▶ Your task: Output exactly the lines that run from the top of the entries to the line holding "Where are all labels", including both of those lines.

▶ Data for processing:
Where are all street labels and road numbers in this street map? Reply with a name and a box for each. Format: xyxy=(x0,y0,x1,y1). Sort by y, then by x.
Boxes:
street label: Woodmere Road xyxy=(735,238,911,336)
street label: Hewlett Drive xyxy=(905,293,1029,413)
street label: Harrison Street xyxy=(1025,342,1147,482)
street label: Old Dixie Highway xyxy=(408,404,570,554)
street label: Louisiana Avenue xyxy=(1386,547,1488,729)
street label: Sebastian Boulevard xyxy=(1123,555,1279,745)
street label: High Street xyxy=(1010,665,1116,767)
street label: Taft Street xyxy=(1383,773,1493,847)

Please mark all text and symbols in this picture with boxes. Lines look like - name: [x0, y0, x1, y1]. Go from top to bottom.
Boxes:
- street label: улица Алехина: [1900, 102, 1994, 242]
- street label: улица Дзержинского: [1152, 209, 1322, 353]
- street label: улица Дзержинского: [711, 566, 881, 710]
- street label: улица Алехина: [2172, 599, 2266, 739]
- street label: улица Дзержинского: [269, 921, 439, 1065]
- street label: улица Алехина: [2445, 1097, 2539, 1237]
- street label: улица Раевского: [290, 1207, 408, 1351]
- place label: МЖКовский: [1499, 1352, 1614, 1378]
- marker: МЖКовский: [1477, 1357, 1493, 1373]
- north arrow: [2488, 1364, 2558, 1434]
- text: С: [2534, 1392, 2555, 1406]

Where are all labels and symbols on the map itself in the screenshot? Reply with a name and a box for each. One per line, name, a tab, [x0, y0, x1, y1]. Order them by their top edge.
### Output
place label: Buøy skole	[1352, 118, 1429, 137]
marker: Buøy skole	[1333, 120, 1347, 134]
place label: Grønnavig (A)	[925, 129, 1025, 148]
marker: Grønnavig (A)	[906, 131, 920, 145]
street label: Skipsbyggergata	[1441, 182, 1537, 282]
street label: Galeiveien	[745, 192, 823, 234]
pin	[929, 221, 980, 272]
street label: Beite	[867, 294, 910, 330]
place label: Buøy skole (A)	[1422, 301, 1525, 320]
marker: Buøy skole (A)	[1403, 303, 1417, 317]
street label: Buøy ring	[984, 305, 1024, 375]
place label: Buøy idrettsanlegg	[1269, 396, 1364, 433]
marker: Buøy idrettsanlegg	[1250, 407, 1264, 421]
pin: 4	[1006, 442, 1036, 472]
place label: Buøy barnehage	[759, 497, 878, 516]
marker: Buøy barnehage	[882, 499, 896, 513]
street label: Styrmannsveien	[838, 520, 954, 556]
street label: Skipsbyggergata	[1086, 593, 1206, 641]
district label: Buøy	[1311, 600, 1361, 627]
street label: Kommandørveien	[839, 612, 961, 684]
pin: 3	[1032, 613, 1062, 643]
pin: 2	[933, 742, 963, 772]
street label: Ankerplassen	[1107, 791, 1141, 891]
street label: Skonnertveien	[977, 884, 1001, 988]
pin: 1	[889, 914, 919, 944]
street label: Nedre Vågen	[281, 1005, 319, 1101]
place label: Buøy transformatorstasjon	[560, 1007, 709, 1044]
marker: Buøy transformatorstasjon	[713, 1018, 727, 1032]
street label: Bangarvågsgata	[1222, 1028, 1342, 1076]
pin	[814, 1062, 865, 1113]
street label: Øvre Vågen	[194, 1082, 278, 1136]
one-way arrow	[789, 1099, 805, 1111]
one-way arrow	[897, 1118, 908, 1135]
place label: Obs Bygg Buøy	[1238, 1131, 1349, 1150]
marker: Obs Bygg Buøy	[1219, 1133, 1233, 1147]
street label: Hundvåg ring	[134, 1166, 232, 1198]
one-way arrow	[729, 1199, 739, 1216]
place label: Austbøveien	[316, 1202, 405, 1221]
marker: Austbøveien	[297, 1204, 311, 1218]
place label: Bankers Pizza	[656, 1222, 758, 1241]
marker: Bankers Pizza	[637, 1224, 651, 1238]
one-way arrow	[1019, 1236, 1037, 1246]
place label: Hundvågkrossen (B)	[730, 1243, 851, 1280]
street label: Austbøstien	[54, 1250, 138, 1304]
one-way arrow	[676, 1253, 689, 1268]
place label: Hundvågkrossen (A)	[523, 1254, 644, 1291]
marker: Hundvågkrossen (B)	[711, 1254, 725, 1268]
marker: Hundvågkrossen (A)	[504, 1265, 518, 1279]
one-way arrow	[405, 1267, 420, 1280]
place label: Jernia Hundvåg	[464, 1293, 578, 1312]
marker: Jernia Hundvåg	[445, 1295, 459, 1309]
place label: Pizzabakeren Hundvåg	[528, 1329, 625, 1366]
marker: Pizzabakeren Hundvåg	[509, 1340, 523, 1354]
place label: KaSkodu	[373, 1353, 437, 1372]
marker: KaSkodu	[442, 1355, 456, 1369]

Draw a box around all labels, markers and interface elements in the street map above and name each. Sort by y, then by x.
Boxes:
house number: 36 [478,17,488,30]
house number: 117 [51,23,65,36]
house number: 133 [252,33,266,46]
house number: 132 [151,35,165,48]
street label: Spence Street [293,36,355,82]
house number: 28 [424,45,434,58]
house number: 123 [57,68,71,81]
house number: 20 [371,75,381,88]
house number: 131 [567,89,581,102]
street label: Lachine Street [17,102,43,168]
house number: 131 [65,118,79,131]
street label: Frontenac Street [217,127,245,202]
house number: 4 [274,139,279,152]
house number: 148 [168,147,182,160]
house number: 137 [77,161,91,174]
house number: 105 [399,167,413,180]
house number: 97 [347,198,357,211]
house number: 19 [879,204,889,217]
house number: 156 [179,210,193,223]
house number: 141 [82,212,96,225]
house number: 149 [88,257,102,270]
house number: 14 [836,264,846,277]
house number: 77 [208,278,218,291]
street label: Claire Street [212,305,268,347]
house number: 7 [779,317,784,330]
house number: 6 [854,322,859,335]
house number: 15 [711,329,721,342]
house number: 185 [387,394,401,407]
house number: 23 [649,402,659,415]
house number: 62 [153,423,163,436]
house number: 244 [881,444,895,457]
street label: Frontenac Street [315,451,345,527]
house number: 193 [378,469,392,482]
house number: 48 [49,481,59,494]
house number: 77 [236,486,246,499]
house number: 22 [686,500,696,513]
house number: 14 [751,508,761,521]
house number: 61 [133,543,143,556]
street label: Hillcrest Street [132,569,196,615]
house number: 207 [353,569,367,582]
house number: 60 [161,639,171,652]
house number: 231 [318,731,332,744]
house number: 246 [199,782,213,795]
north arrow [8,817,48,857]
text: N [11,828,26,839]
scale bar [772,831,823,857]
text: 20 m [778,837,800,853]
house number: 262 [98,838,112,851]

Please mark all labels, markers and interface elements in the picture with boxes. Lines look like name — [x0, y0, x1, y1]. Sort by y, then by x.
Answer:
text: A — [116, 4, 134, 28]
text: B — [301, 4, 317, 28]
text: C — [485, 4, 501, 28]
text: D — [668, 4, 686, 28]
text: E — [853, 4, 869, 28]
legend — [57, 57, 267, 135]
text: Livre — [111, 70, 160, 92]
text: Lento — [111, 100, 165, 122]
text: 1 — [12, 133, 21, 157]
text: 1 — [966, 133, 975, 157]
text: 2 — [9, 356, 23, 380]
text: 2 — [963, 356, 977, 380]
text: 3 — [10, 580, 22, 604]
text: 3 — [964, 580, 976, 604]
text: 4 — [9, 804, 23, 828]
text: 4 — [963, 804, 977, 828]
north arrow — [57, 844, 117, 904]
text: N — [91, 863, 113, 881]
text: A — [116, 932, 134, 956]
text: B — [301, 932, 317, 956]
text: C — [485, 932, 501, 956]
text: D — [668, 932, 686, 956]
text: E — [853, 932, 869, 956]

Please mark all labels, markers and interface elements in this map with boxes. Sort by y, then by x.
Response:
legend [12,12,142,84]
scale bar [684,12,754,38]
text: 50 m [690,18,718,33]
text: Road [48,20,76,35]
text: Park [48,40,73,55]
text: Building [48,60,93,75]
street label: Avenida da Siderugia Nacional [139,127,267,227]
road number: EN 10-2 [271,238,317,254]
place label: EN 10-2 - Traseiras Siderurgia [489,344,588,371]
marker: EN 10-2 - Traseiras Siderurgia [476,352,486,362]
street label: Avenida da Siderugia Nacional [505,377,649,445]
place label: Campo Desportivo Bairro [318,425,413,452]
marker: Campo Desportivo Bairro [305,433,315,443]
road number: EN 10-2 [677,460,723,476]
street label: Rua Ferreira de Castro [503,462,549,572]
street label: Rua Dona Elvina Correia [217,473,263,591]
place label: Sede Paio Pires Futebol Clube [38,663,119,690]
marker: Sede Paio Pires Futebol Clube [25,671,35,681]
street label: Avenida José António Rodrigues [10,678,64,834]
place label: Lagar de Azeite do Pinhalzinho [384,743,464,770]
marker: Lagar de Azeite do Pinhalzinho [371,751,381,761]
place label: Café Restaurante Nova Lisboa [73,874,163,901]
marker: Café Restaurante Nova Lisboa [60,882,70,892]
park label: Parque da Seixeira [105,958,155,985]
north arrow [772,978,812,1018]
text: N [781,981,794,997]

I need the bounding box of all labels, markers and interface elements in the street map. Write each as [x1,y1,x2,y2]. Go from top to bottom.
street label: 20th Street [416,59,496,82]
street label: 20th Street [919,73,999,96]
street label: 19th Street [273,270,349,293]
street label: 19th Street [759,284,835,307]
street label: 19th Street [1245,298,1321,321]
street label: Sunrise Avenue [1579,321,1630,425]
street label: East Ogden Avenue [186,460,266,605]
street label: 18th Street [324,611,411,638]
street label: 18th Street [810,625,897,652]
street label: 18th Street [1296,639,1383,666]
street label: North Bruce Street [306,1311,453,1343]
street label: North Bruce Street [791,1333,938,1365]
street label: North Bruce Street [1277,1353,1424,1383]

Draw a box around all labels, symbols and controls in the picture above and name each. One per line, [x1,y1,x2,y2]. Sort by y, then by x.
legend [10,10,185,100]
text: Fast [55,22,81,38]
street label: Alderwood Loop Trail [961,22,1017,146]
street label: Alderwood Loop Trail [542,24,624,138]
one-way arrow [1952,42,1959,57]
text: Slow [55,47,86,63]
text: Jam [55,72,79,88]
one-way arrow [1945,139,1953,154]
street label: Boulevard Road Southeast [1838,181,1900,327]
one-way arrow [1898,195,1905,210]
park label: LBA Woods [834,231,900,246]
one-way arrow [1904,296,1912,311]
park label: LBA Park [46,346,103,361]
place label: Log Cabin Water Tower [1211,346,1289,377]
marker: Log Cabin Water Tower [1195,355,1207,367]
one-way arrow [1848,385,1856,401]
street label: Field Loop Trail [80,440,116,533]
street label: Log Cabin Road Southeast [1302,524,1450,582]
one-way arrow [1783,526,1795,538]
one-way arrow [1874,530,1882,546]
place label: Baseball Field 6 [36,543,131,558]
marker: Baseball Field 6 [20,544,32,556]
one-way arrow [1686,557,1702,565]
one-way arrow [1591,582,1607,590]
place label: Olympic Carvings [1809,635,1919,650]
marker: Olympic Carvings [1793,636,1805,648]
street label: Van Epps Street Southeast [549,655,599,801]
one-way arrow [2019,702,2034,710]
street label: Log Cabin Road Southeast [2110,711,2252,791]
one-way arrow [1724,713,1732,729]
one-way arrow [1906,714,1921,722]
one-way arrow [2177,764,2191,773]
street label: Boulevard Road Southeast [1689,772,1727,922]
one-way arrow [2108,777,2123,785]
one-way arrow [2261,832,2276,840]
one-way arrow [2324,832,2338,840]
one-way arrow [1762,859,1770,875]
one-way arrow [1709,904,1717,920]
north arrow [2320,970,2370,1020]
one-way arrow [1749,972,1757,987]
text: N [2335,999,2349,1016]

▶ Solution to the problem:
Where are all street labels and road numbers in this street map? Reply with a name and a box for each. Format: xyxy=(x0,y0,x1,y1). Sort by y, then by x.
Boxes:
street label: Woodmere Road xyxy=(735,238,911,336)
street label: Hewlett Drive xyxy=(905,293,1029,413)
street label: Harrison Street xyxy=(1025,342,1147,482)
street label: Old Dixie Highway xyxy=(408,404,570,554)
street label: Louisiana Avenue xyxy=(1386,547,1488,729)
street label: Sebastian Boulevard xyxy=(1123,555,1279,745)
street label: High Street xyxy=(1010,665,1116,767)
street label: Taft Street xyxy=(1383,773,1493,847)

Please mark all text and symbols in this picture with boxes. Lines look like - name: [x0, y0, x1, y1]. Go from top to bottom.
Boxes:
- street label: улица Алехина: [1900, 102, 1994, 242]
- street label: улица Дзержинского: [1152, 209, 1322, 353]
- street label: улица Дзержинского: [711, 566, 881, 710]
- street label: улица Алехина: [2172, 599, 2266, 739]
- street label: улица Дзержинского: [269, 921, 439, 1065]
- street label: улица Алехина: [2445, 1097, 2539, 1237]
- street label: улица Раевского: [290, 1207, 408, 1351]
- place label: МЖКовский: [1499, 1352, 1614, 1378]
- marker: МЖКовский: [1477, 1357, 1493, 1373]
- north arrow: [2488, 1364, 2558, 1434]
- text: С: [2534, 1392, 2555, 1406]

Where are all labels and symbols on the map itself in the screenshot? Reply with a name and a box for each. One per line, name, a tab, [x0, y0, x1, y1]. Order them by their top edge.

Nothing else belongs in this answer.